### What the exercise asks
What lines of the data hold the string "Draw"? Pull each one out.

### Source data

== Segment start ==

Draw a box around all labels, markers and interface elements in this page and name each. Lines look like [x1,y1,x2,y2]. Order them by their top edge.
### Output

== Segment end ==
== Segment start ==

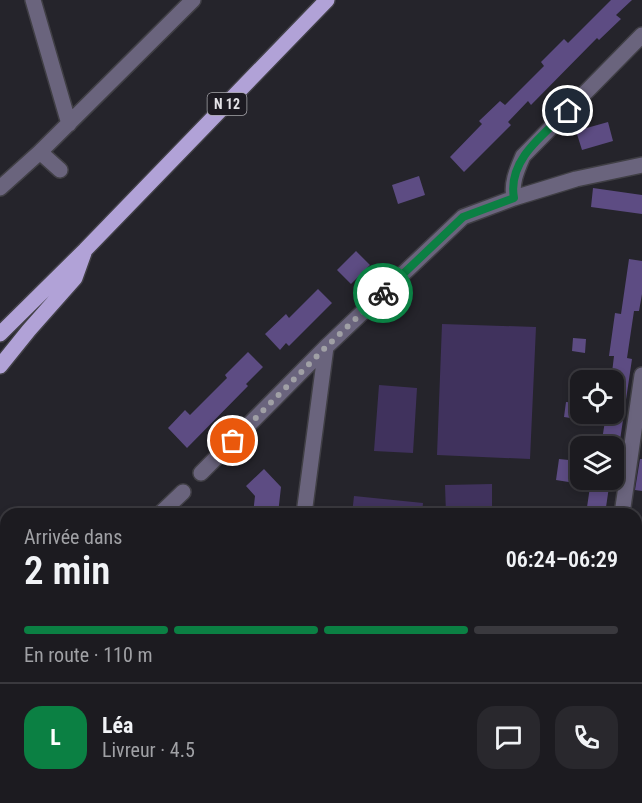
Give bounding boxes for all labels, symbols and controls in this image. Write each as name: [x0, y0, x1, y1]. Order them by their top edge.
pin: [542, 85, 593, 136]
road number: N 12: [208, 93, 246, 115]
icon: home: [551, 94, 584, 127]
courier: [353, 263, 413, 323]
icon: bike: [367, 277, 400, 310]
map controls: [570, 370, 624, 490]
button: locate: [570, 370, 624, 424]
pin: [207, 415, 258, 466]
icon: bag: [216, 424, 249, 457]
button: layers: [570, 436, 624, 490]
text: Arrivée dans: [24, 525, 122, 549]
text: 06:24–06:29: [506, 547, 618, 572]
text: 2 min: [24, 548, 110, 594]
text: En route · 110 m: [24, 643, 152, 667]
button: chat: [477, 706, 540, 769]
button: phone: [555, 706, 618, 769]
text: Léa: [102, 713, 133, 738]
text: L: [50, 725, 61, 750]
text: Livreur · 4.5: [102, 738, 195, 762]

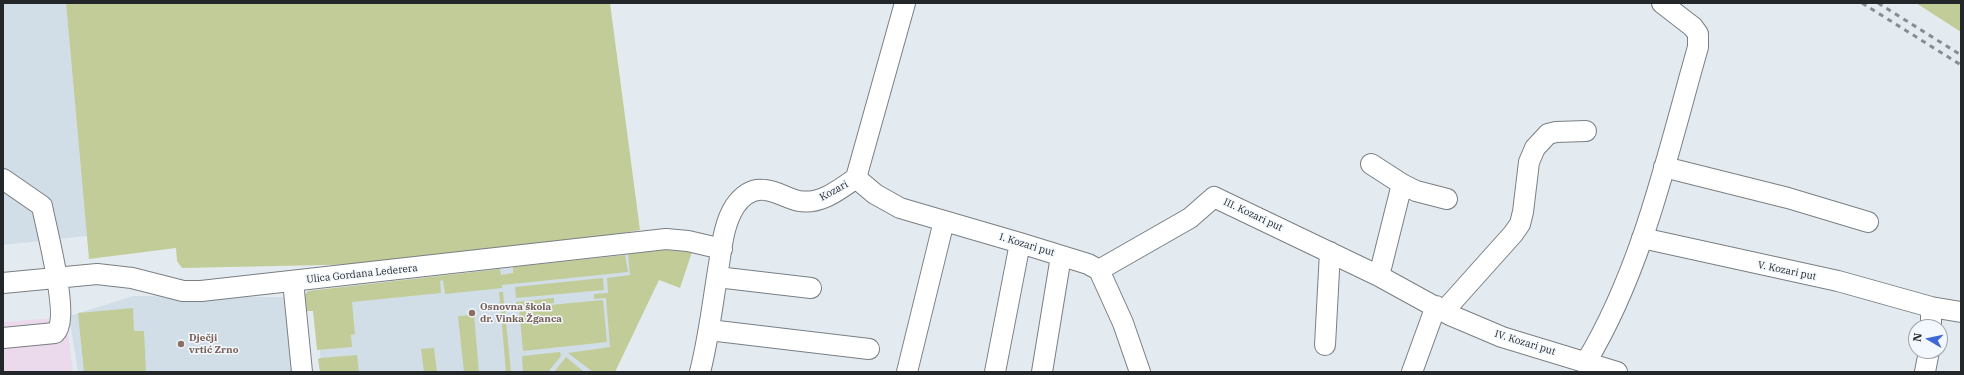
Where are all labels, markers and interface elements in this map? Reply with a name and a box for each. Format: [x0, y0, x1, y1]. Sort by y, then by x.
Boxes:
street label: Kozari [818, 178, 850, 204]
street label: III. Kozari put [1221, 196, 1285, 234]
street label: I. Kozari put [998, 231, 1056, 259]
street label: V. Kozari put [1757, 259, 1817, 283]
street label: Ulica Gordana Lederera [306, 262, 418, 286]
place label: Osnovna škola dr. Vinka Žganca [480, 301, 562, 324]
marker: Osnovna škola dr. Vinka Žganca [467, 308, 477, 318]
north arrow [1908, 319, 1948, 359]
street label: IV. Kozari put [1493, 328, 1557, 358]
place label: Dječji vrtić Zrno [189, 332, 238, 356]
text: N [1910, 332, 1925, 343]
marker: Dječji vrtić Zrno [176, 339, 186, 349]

== Segment end ==
== Segment start ==

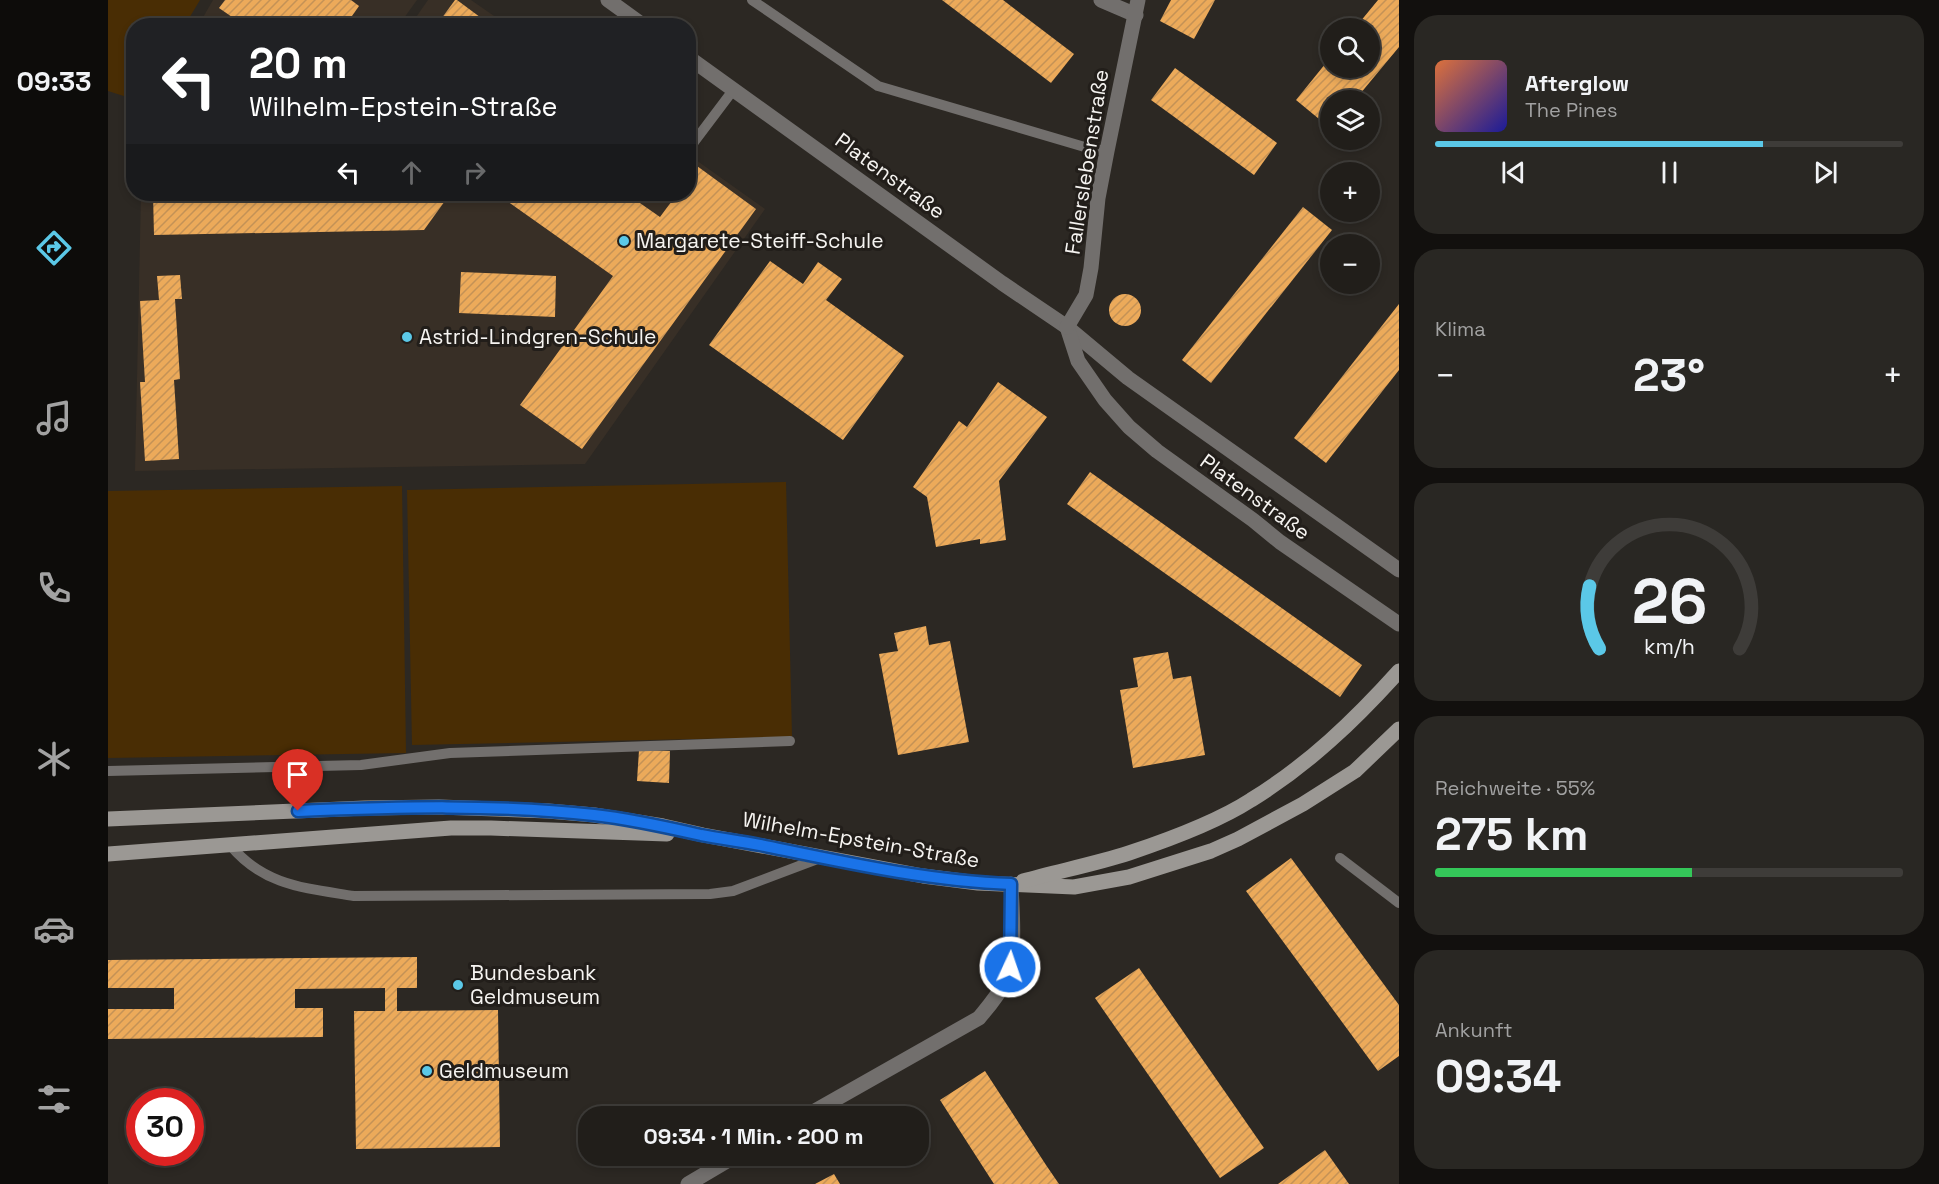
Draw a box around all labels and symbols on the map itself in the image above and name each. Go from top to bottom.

== Segment end ==

### Response below
Draw a box around all labels, markers and interface elements in this page and name each. Lines look like [x1,y1,x2,y2]. Order them by their top edge.
Draw a box around all labels and symbols on the map itself in the image above and name each. Go from top to bottom.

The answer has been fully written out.